Monitor server resources with checks

Sensu checks are commands or scripts the Sensu agent executes that output data and produce an exit code to indicate a state.

You can use checks to monitor server resources, services, and application health, such as remaining disk space and whether NGINX is running. This guide includes two check examples to help you monitor server resources: specifically, CPU usage and NGINX status.

Requirements

To follow this guide, install the Sensu backend, make sure at least one Sensu agent is running, and configure sensuctl to connect to the backend as the admin user.

Configure a Sensu entity

Every Sensu agent has a defined set of subscriptions that determine which checks the agent will execute. For an agent to execute a specific check, you must specify the same subscription in the agent configuration and the check definition. To run the CPU and NGINX webserver checks, you’ll need a Sensu entity with the subscriptions system and webserver.
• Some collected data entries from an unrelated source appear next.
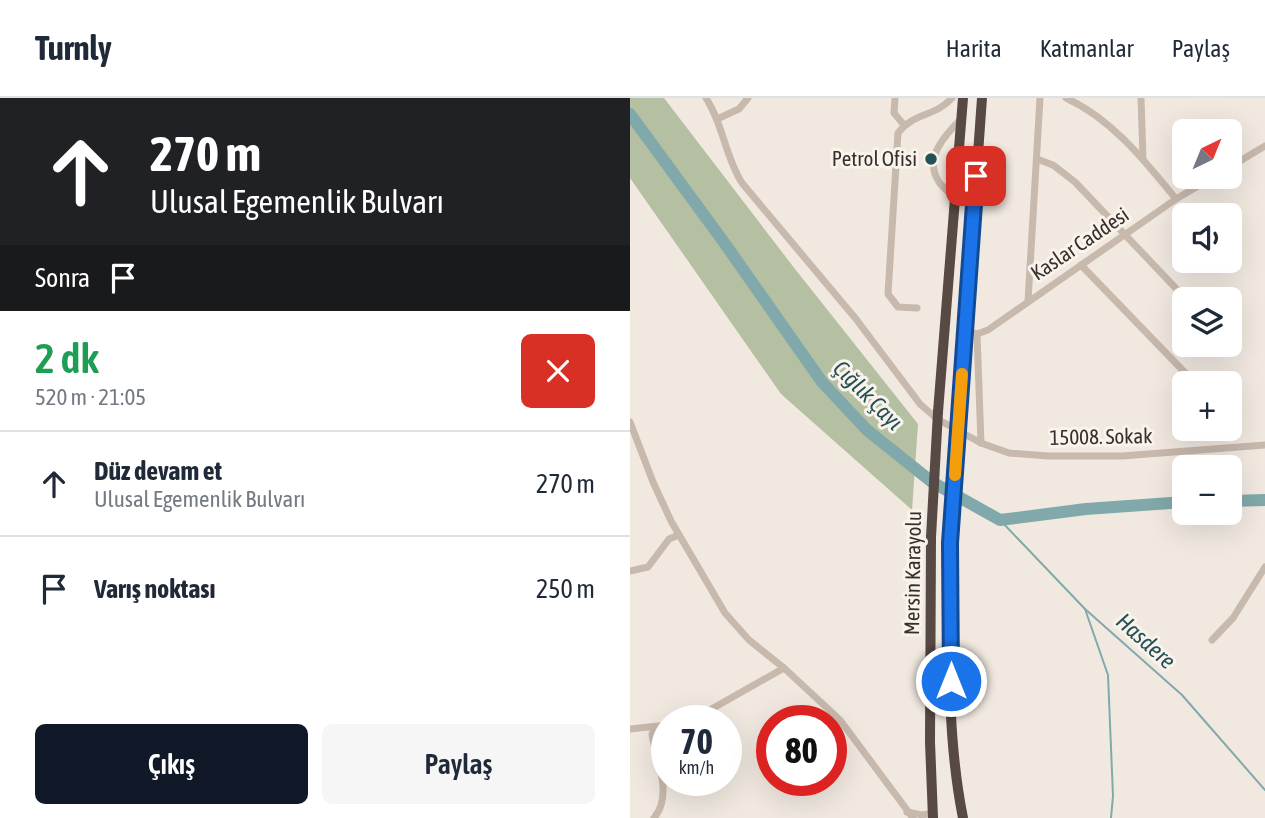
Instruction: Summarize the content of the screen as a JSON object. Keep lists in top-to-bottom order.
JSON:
{
  "streets": {
    "highway": ["Mersin Karayolu"],
    "street": ["Kaslar Caddesi", "15008. Sokak"]
  },
  "water": ["Çığlık Çayı", "Hasdere"],
  "places": ["Petrol Ofisi"],
  "north": "top right",
  "page": {
    "header": "Turnly",
    "nav": ["Harita", "Katmanlar", "Paylaş"],
    "turn": ["270 m", "Ulusal Egemenlik Bulvarı"],
    "map_buttons": ["+", "−"],
    "then": "Sonra",
    "heading": ["2 dk", "520 m · 21:05"],
    "list": [
      {
        "name": "Düz devam et",
        "note": "Ulusal Egemenlik Bulvarı",
        "value": "270 m"
      },
      {
        "name": "Varış noktası",
        "value": "250 m"
      }
    ],
    "speed": "70 km/h",
    "limit": "80",
    "buttons": ["Çıkış", "Paylaş"]
  }
}
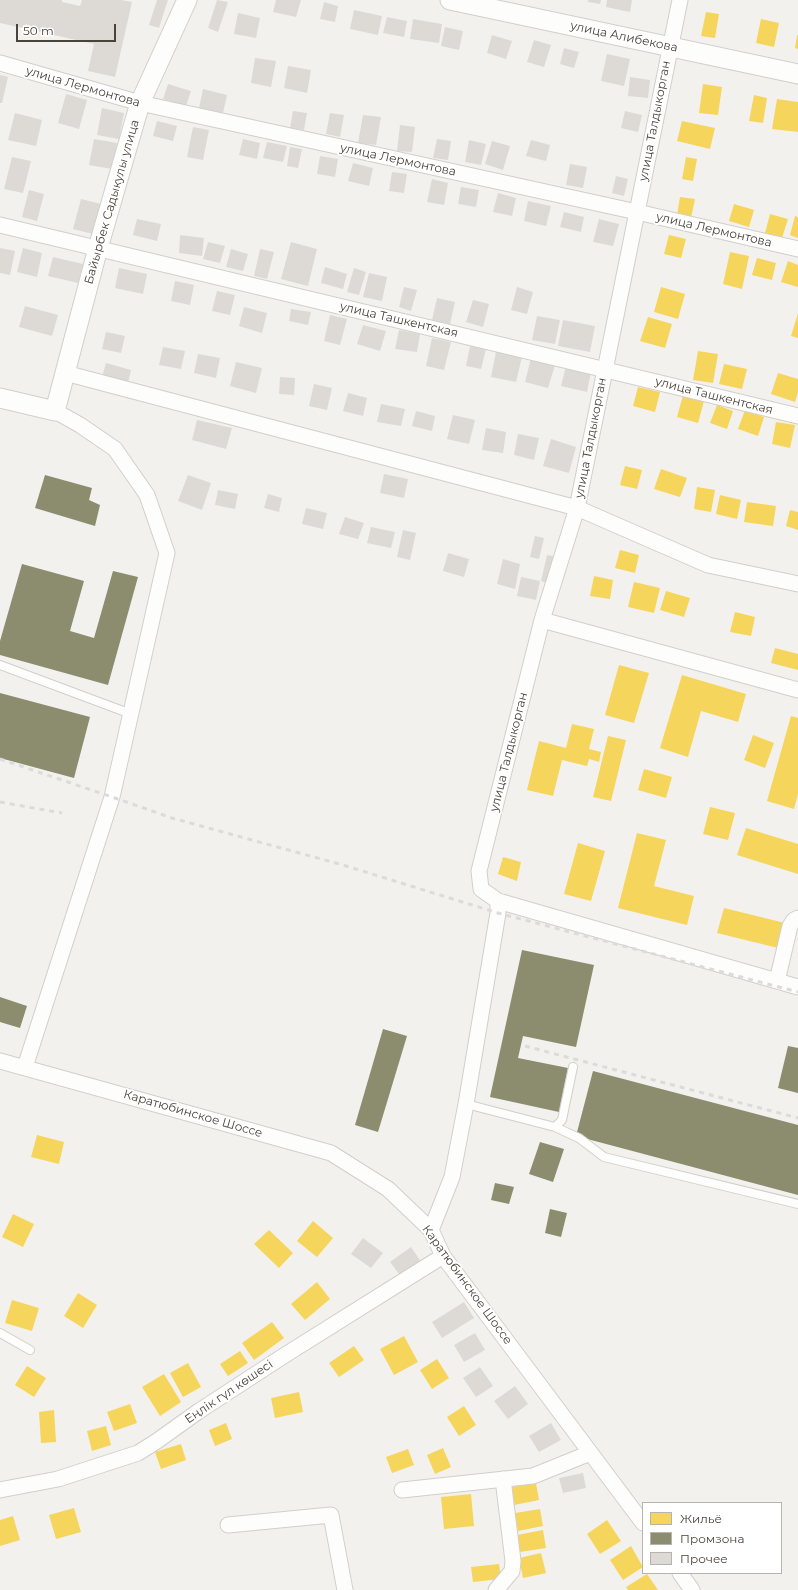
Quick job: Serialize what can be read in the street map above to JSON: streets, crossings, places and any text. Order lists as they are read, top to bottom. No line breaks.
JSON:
{"streets":{"street":["улица Алибекова","улица Лермонтова","улица Талдыкорган","Байырбек Садыкулы улица","улица Ташкентская","Каратюбинское Шоссе","Еңлік гүл көшесі"]},"crossings":[["улица Алибекова","улица Талдыкорган"],["улица Лермонтова","улица Талдыкорган"],["улица Лермонтова","Байырбек Садыкулы улица"],["улица Талдыкорган","улица Ташкентская"],["Байырбек Садыкулы улица","улица Ташкентская"],["Каратюбинское Шоссе","Еңлік гүл көшесі"]],"legend":["Жильё","Промзона","Прочее"],"scale_bar":"50 m"}
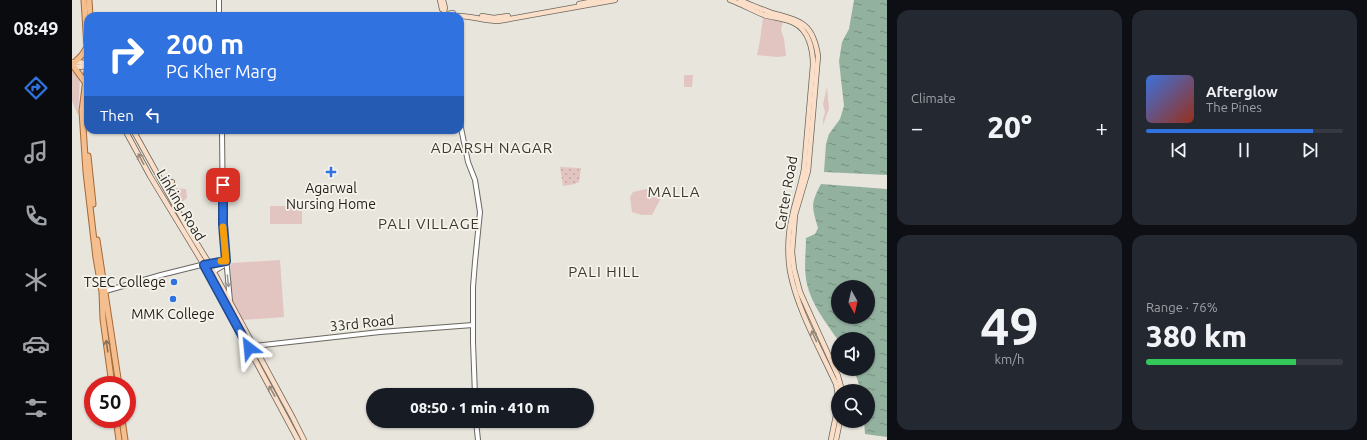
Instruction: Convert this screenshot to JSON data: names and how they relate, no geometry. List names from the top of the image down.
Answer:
{
  "streets": {
    "main road": ["Carter Road", "Linking Road"],
    "street": ["33rd Road"]
  },
  "crossings": [
    ["Linking Road", "33rd Road"]
  ],
  "districts": [
    "ADARSH NAGAR",
    "MALLA",
    "PALI VILLAGE",
    "PALI HILL"
  ],
  "places": {
    "health": ["Agarwal Nursing Home"],
    "other": ["TSEC College", "MMK College"]
  },
  "north": "bottom",
  "page": {
    "tabs": "08:49",
    "tile": [
      "Climate",
      ["49", "km/h"],
      ["Range · 76%", "380 km"]
    ],
    "turn": ["200 m", "PG Kher Marg"],
    "song": ["Afterglow", "The Pines"],
    "then": "Then",
    "heat": ["−", "20°", "+"],
    "limit": "50",
    "trip": "08:50 · 1 min · 410 m"
  }
}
NOTE: In production, your CPU and NGINX servers would be different entities, with the system subscription specified for the CPU entity and the webserver subscription specified for the NGINX entity. To keep things streamlined, this guide uses one entity to represent both.

To add the system and webserver subscriptions to the entity the Sensu agent is observing, first find your agent entity name:

sensuctl entity list

The ID is the name of your entity.

Replace <ENTITY_NAME> with the name of your agent entity in the following sensuctl command. Run:

sensuctl entity update <ENTITY_NAME>
  • For Entity Class, press enter.
  • For Subscriptions, type system,webserver and press enter.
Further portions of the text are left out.